When she is done eating, she places her plate and silverware in the sink, refills her wine glass (her neighbors do have good taste in wines), and moves back to the living room where she abandons the wine glass on the coffee table.
She goes tot he garage and gets a foldable card table and a camping chair. She takes these out in front of her house and sets them up in the street facing east so that the sun will be at her back. She then runs back inside and grabs a sketch pad and some pencils from her office.
She also takes her headphones, her iPod from the stereo, and her wine glass, and goes out front to where her table and chair sit in the empty street. She sits down and starts to draw while listening to the music of Chopin, Beethoven, and Granados fill her head.

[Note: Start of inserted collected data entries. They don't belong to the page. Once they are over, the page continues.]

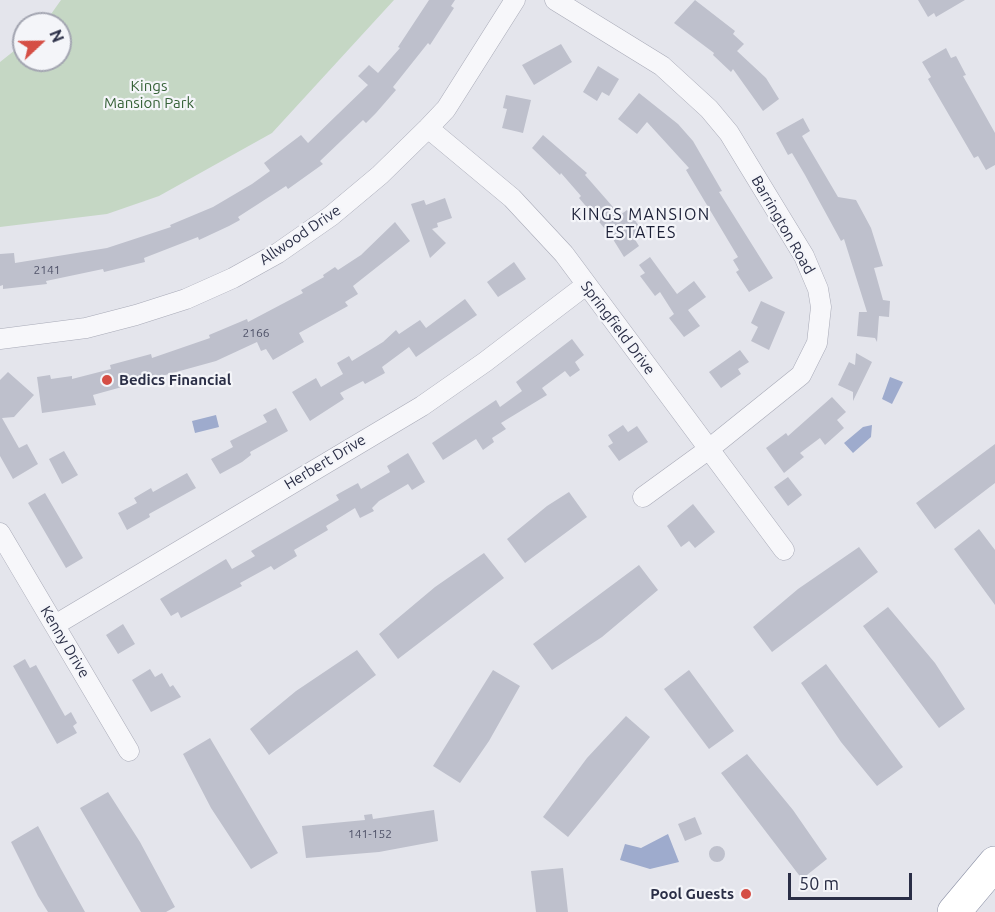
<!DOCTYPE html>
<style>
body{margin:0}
#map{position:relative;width:995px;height:912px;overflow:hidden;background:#e4e5ec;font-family:Ubuntu,sans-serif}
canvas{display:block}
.north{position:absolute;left:12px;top:12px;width:60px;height:60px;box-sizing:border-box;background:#f4f5f9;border:2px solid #a3a5b1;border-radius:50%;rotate:68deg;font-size:16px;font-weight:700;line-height:24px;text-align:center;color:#2a2e46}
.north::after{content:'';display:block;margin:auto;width:21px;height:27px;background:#d54e45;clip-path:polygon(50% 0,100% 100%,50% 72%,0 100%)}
.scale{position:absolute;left:788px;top:873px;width:124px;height:27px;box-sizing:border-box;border:3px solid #2a2e46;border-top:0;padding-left:8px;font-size:18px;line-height:21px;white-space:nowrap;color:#2a2e46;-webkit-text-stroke:4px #f4f5f9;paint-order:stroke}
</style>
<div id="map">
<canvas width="995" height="912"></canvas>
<div class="north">N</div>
<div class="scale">50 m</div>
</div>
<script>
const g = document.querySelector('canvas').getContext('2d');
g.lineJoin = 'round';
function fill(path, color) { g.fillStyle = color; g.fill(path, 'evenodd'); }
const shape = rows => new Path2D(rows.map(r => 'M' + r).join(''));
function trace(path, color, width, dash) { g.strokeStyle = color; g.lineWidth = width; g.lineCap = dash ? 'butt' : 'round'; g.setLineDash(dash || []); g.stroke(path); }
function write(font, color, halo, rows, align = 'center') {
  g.font = font + ' Ubuntu,sans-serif'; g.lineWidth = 4.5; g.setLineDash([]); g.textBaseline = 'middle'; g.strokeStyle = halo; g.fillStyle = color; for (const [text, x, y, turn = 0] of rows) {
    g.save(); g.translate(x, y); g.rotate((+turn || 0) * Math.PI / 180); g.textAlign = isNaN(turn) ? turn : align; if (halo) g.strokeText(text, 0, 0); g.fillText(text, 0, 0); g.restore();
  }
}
const green = shape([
 [61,0,394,0,272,133,159,196,107,214,0,227,0,62,24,43,24,60,60,60,60,24,44,24]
]);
const water = shape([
 [890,377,903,382,892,404,882,399],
 [216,415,219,427,195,433,192,421],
 [872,425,871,437,853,453,844,443,863,427],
 [668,834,679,862,650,869,620,860,625,844,641,848]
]);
const building = shape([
 [429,0,455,0,451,6,454,8,430,45,428,43,393,87,396,90,376,113,366,123,363,120,320,161,323,164,288,189,286,186,238,217,240,220,229,226,199,240,198,237,144,258,145,262,104,272,103,269,46,281,47,284,3,289,3,285,0,286,0,254,14,253,15,263,107,248,171,227,170,225,213,207,252,184,270,171,264,163,301,135,308,143,368,85,358,76,369,65,378,73,400,48,398,47],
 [695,0,735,31,733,34,744,44,737,51,766,78,779,99,763,111,733,69,731,72,713,55,714,53,674,23],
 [918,0,965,0,936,17,934,13,928,17],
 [561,44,572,62,534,85,522,65],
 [946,48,951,58,956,56,966,75,963,76,995,133,995,165,986,170,978,156,974,158,928,79,931,77,922,62],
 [598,66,619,79,609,96,602,92,597,101,583,92],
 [639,93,678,124,693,141,722,191,719,192,773,278,749,292,736,272,739,270,733,260,738,257,686,170,689,168,647,122,637,134,618,119],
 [506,95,531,100,523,133,502,128,507,109,503,108],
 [803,118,810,131,802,136,838,197,856,200,871,228,883,266,874,268,883,300,890,301,889,317,879,316,877,342,875,338,857,336,859,312,867,312,844,239,841,241,805,175,792,153,788,155,776,133],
 [543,135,587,173,585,175,620,215,627,210,643,231,634,238,639,246,624,257,611,236,579,198,581,196,561,173,560,175,532,148],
 [445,198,452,218,437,223,438,227,432,229,446,243,430,258,411,204,424,200,426,205],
 [395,222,410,241,353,286,358,294,345,302,348,306,299,333,304,342,273,360,266,349,261,351,257,342,216,361,93,395,96,405,42,413,37,377,50,375,51,379,72,376,72,379,111,369,110,365,151,354,152,358,210,338,209,335,247,319,248,322,303,293,301,290,324,277,323,275,335,267,338,270,361,255],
 [650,257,677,294,694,281,706,297,688,310,700,326,684,337,669,318,674,314,660,292,655,296,640,276,645,273,639,265],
 [514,262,526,279,498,297,487,282],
 [465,299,477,315,416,357,409,347,382,367,385,373,365,384,363,381,340,393,344,399,310,421,292,392,316,378,321,387,343,374,337,363,349,356,352,361,383,342,396,330,399,334,420,320,426,328],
 [761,301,785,312,769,350,751,341,758,327,751,323],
 [572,339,584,355,575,362,580,370,570,377,565,371,542,388,547,395,501,423,506,429,492,438,494,442,483,450,476,439,443,460,432,443,496,400,500,407,522,391,516,382],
 [740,350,749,362,738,369,741,374,721,388,709,372],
 [856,353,872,362,853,401,853,392,838,385,849,362,855,365],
 [8,372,34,395,14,417,2,418,19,448,27,444,38,464,13,479,0,456,0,380],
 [832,397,846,412,837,420,844,428,825,445,820,438,800,453,804,457,784,473,766,448,786,433,788,436],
 [276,408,288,431,250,452,251,455,242,462,220,474,211,459,233,447,230,441,267,422,263,415],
 [623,425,628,432,637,426,648,442,619,461,608,446,613,443,608,435],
 [995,444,995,483,935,529,916,503],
 [64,451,78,475,62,484,49,459],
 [408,453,425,482,412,490,408,484,379,501,372,508,374,511,360,518,355,508,326,526,328,530,294,550,297,556,274,570,271,566,240,583,242,586,181,618,178,612,171,616,160,599,226,559,232,569,255,556,251,551,339,500,336,495,358,483,361,489,390,472,387,466],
 [187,473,196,488,149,514,150,517,127,530,118,513,137,503,134,498,151,488,153,492],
 [788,477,802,495,788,506,774,487],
 [569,492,587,517,525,563,507,539,547,506],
 [45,493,83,558,66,568,28,503],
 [693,504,715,532,695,548,689,541,681,547,667,526],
 [979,529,995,550,995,605,954,549],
 [859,547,878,572,772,652,753,627,798,589],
 [484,553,504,578,398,659,379,634,435,587],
 [639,565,658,590,602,637,552,670,533,644],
 [888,607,935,663,965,709,939,728,863,626],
 [123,624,135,644,118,654,106,635],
 [357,650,376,675,269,755,250,729,296,691],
 [25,659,30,668,36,665,65,716,71,712,77,723,73,726,77,733,57,744,13,666],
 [826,664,903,767,877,786,841,742,801,683],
 [150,669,155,677,162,673,170,687,173,685,181,697,151,712,132,680],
 [493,670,520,686,489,741,460,783,433,766],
 [689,670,734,731,709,749,664,689],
 [626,716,650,737,568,837,543,817,587,758],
 [210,738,278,853,251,869,211,808,183,754],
 [747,754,793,810,827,859,802,879,721,773],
 [108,792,140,842,175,907,166,912,141,912,80,808],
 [434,810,438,841,379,852,306,858,302,826,365,820,364,815,372,814,373,819],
 [695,817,702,834,685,841,678,824],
 [38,826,61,869,85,912,48,912,38,896,11,842],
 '709 854a8 8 0 1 1 16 0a8 8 0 1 1-16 0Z',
 [563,868,568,912,536,912,531,871]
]);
const minor = shape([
 [555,0,662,66,709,109,729,133,804,256,818,289,821,307,817,343,801,375,709,449,643,497],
 [428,128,512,198,564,254,784,550],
 [0,339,86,328,136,315,186,299,233,278,278,253,331,216,380,175,428,128,446,109,515,0],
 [0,533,129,751],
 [55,625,422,406,485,362,586,285]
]);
const motorway = shape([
 [954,912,995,863]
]);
const markers = [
 [107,380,6,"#d54e45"],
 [746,894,6,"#d54e45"]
];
const numberNames = [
 ["2141",47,270],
 ["2166",256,333],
 ["141-152",370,834]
];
const parkNames = [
 ["Kings",149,86],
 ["Mansion Park",149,103]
];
const streetNames = [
 ["Barrington Road",783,225,60],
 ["Allwood Drive",300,235,-34],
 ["Springfield Drive",618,328,53],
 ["Herbert Drive",325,462,-31],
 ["Kenny Drive",65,642,59]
];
const poiNames = [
 ["Bedics Financial",119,380],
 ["Pool Guests",734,894,"right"]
];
const neighbourhoodNames = [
 ["KINGS MANSION",641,215],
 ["ESTATES",641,233]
];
fill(green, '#c5d7c4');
fill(water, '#9eabcd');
fill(building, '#bec0cc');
trace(minor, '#a8aab7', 21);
trace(motorway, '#8a8fa4', 34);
trace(minor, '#f7f7fa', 20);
trace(motorway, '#fff', 33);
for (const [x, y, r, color] of markers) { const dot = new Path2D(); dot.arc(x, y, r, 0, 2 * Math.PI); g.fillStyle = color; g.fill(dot); trace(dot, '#f4f5f9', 2); }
write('12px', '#4f5268', null, numberNames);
write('15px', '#376238', '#f4f5f9', parkNames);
write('15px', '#2a2e46', '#f4f5f9', streetNames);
write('bold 15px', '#2a2e46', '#f4f5f9', poiNames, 'left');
g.letterSpacing = '1.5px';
write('16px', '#1c2037', '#f4f5f9', neighbourhoodNames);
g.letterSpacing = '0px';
</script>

She sketches her street, her house, a tree across the street. She sketches her friends, using pictures from her phone to aid her. She sketches the future she wanted to have, her with a husband and child, though in the picture they have no faces, standing in front of a large house. The sketches are some of the finest she has ever done. She always knew she was better than some of the stuff she had been turning out, she just needed the right motivation.
She looks at the clock on her phone, “5:00”. It's about time for the show to start.
She looks up into the eastern sky, and she can see it; something flying in the air. Flying is not right, she realizes, it is falling. Gaga is falling to Earth as a ball of fire with a tail of smoke. The picture on the cover of the magazine didn't do it justice; it's like watching a small city plummeting from the sky.
The object falls from sight, obscured by the houses lining the street, but she can see the flash over them as it hits. She can hear the rumble start.
She drains her wine glass, and places it on the table. She turns up her iPod until the music hurts her ears, drowning out the rumbling noise, and she stands, moving around to the front of the table, facing the direction of the flash. The show has started and it is too late to do anything other than watch.
She can see it, can see the shock wave distorting the air. She can see it coming. Chopin blares in her ears as a single tear runs down her cheek; a single tear for every lost friend, every missed opportunity, and every hope and dream that she had that will never come true.
A single tear for what was and what could have been.
The shock wave is pushing a wall of wreckage and debris before it; it's a tidal wave of death and destruction. Time seems to slow.
She stands there defiantly as the sound and fury rush towards her. She does not run. She does not scream. She stands tall and strong; back straight, chin our like her father taught her. She stands as the wind picks up around her, as her sketches are thrown from the table and onto the ground and into the air, as her wine glass tumbles and shatters unseen and unheard on the street behind her.
And then, as if she were never there at all, she is gone.